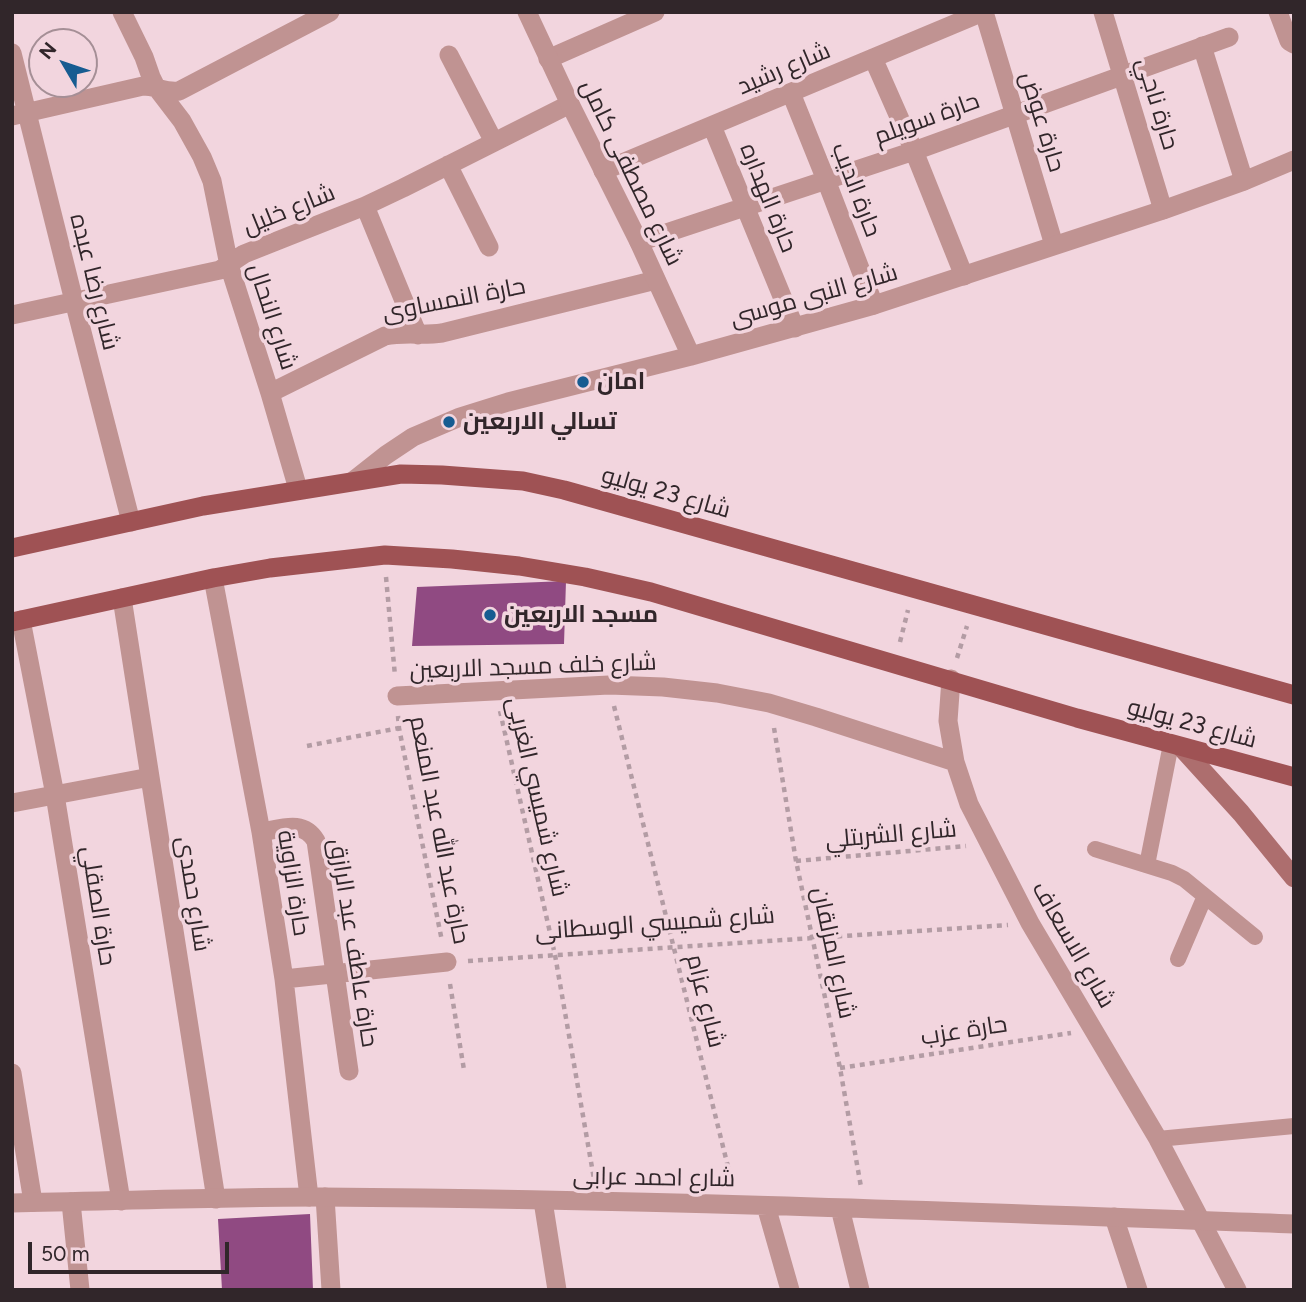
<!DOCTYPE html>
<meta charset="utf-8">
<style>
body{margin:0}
#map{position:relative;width:1306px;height:1302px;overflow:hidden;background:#f2d5de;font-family:Figtree,sans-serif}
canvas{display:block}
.frame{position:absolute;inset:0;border:14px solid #31262a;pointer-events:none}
.north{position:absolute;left:28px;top:28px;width:70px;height:70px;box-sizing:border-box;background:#f2d5de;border:2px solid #a58f96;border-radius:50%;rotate:309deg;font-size:19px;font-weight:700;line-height:28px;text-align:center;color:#31262a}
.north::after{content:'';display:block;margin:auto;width:24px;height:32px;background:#175c91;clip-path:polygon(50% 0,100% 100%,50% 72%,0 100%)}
.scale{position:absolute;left:28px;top:1242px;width:201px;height:32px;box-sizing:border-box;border:4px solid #31262a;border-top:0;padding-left:9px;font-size:21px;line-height:24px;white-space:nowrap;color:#31262a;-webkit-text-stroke:5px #f2d5de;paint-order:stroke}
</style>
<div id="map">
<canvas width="1306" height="1302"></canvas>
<div class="frame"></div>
<div class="north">N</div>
<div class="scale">50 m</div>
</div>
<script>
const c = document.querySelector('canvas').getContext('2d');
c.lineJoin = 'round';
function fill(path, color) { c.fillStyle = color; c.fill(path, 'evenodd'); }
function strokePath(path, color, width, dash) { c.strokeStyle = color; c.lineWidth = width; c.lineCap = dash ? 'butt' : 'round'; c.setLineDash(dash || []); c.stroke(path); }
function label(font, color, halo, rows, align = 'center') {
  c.font = font + ' Figtree,Cairo,sans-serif'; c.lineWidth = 7; c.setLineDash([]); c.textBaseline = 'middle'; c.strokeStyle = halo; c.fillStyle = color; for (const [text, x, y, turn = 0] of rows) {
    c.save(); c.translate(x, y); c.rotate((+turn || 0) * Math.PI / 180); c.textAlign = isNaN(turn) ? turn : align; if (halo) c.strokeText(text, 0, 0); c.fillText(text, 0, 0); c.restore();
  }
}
fill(new Path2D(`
 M566 581 564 644 412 646 417 587Z
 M310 1214 313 1290H222L218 1219Z`), '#904a82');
strokePath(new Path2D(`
 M386 577 395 676
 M900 642 908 610
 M957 658 967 626
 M614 706 732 1183
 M500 711 555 955 594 1179
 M398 716 399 728 442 941
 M774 728 796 861 840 1068 861 1187
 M307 746 399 728
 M796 861 966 846
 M468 961 1008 925
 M450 984 464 1070
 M840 1068 1071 1033`), '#b39ca4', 4.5, [5, 5]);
strokePath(new Path2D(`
 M1095 849 1172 873 1184 879 1255 937
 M1147 865 1171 744
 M1178 959 1205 896
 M1158 1139 1294 1126`), '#c09392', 16);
strokePath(new Path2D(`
 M122 12 144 57 151 77 156 87 182 121 202 157 212 181 229 265 270 393 298 489
 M984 12 1054 245
 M1103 12 1163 210
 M1278 12 1289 41 1294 44
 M1202 46 1244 181
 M12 53 74 301 131 522
 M449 55 494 142
 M873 58 914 151 964 276
 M548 59 655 12
 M791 93 826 180 874 305
 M12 116 143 86C156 86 166 93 179 91L330 12
 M712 126 795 328
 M448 165 489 247
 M603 171 983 12
 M365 206 418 335
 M639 242 914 151 1229 37
 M12 315 220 270 244 254 365 206 403 188 570 104
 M270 393 385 336C404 332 423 336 442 333L656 280
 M213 578 261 832 284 979 309 1197
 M122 598 216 1199
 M21 620 55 795 121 1201
 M951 679 948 721 955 762 969 804 1030 923 1158 1139 1237 1290
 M397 696 609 685 663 687 717 693 769 703 816 717 955 762
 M12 803 150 777
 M261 832C281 829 303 819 316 841L349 1071
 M284 979 447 962
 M12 1073 33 1202
 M325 1197 331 1290
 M543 1201 557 1290
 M71 1202 80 1290
 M1114 1217 1138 1290`), '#c09392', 19);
strokePath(new Path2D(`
 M527 12 570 104 639 242 691 356
 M353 481 386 455 413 437 460 417 508 402 691 356 874 305 1163 210 1244 181 1294 160
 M12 1203C115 1201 218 1197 321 1197 646 1199 970 1212 1294 1224
 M766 1206 790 1290
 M840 1208 860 1290`), '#c09392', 19);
strokePath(new Path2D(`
 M1181 747 1241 813 1294 878`), '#ad6e6e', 19);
strokePath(new Path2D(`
 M12 548 203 506 401 474 442 475 523 481 564 490 1294 695
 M12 622 213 578 270 568 385 555 452 559 519 566 585 577 651 592 1077 718 1294 777`), '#9f5254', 19);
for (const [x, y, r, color] of [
 [583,382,7,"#175c91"],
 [449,422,7,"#175c91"],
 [490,615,7,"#175c91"]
]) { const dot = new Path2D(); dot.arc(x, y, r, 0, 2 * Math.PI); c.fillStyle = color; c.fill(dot); strokePath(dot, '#f2d5de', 2.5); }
label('24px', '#31262a', '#f2d5de', [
 ["شارع رشيد",784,69,-23],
 ["حارة ناجي",1157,104,73],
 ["حارة سويلم",927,119,-20],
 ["حارة عوض",1042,122,73],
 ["شارع مصطفى كامل",631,173,64],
 ["حارة الديب",856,190,69],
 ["حارة الهداره",768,198,68],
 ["شارع خليل",289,210,-22],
 ["شارع رضا عبده",94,282,76],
 ["شارع النبى موسى",814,296,-16],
 ["حارة النمساوى",454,300,-11],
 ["شارع النحال",272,317,72],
 ["شارع 23 يوليو",666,493,16],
 ["شارع خلف مسجد الاربعين",533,667,-2],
 ["شارع 23 يوليو",1192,724,15],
 ["شارع شميسي الغربى",537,797,77],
 ["حارة عبد الله عبد المنعم",439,830,79],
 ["شارع الشربتلي",891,835,-5],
 ["حارة الزاوية",293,883,81],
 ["شارع حمدى",193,894,81],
 ["حارة الصقلي",98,906,81],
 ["شارع شميسي الوسطانى",655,924,-4],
 ["حارة عاطف عبد الرازق",353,943,81],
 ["شارع الاسعاف",1073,945,60],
 ["شارع المزلقان",833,953,78],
 ["شارع عزام",705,1001,76],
 ["حارة عزب",964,1031,-9],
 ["شارع احمد عرابى",654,1178,1]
]);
label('bold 24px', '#31262a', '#f2d5de', [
 ["امان",597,382],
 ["تسالي الاربعين",463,422],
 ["مسجد الاربعين",504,615]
], 'left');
</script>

^^^^^^^^^^^^^^^^

### EXERCISE AIM
In the material above, how many lines include the word "strokeStyle"? Answer with the number only.

### SOLUTION TO THIS PROBLEM
2